DIRECTIONS
A picture-free, exact copy of all the records below is the goal.

——

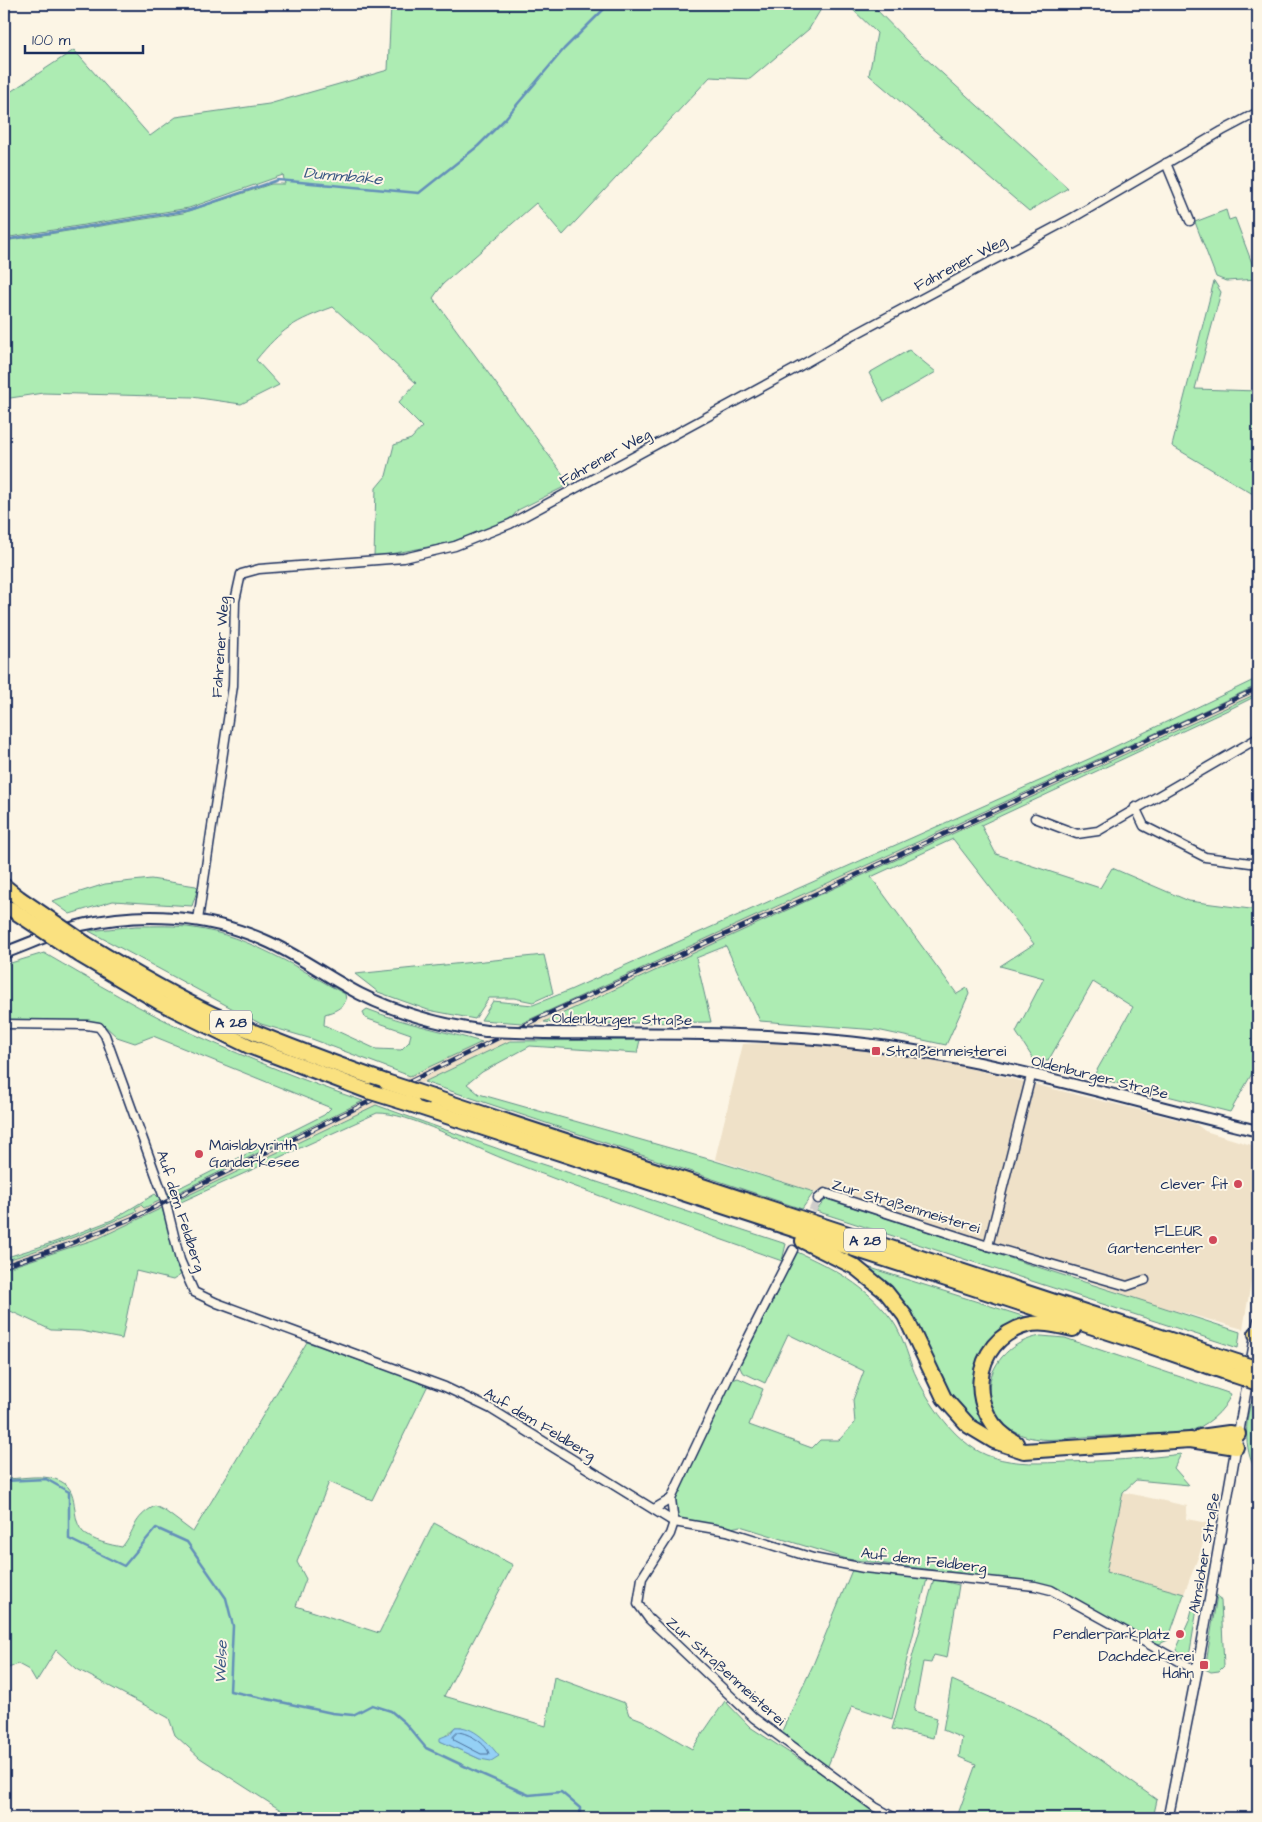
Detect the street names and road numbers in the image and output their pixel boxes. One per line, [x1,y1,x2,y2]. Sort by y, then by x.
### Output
street label: Fahrener Weg [910,230,1011,297]
street label: Fahrener Weg [556,423,656,492]
street label: Fahrener Weg [206,595,236,699]
street label: Oldenburger Straße [552,1008,692,1032]
road number: A 28 [210,1010,252,1034]
street label: Oldenburger Straße [1029,1050,1171,1106]
street label: Auf dem Feldberg [150,1148,210,1275]
street label: Zur Straßenmeisterei [829,1174,983,1239]
road number: A 28 [844,1228,886,1252]
street label: Auf dem Feldberg [480,1383,600,1467]
street label: Almsloher Straße [1184,1491,1225,1615]
street label: Auf dem Feldberg [860,1542,988,1580]
street label: Zur Straßenmeisterei [661,1612,790,1731]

——

ANSWER BOX
Detect the street names and road numbers in the image and output their pixel boxes. One per line, [x1,y1,x2,y2]. Sort by y, then by x.
### Output
street label: Fahrener Weg [910,230,1011,297]
street label: Fahrener Weg [556,423,656,492]
street label: Fahrener Weg [206,595,236,699]
street label: Oldenburger Straße [552,1008,692,1032]
road number: A 28 [210,1010,252,1034]
street label: Oldenburger Straße [1029,1050,1171,1106]
street label: Auf dem Feldberg [150,1148,210,1275]
street label: Zur Straßenmeisterei [829,1174,983,1239]
road number: A 28 [844,1228,886,1252]
street label: Auf dem Feldberg [480,1383,600,1467]
street label: Almsloher Straße [1184,1491,1225,1615]
street label: Auf dem Feldberg [860,1542,988,1580]
street label: Zur Straßenmeisterei [661,1612,790,1731]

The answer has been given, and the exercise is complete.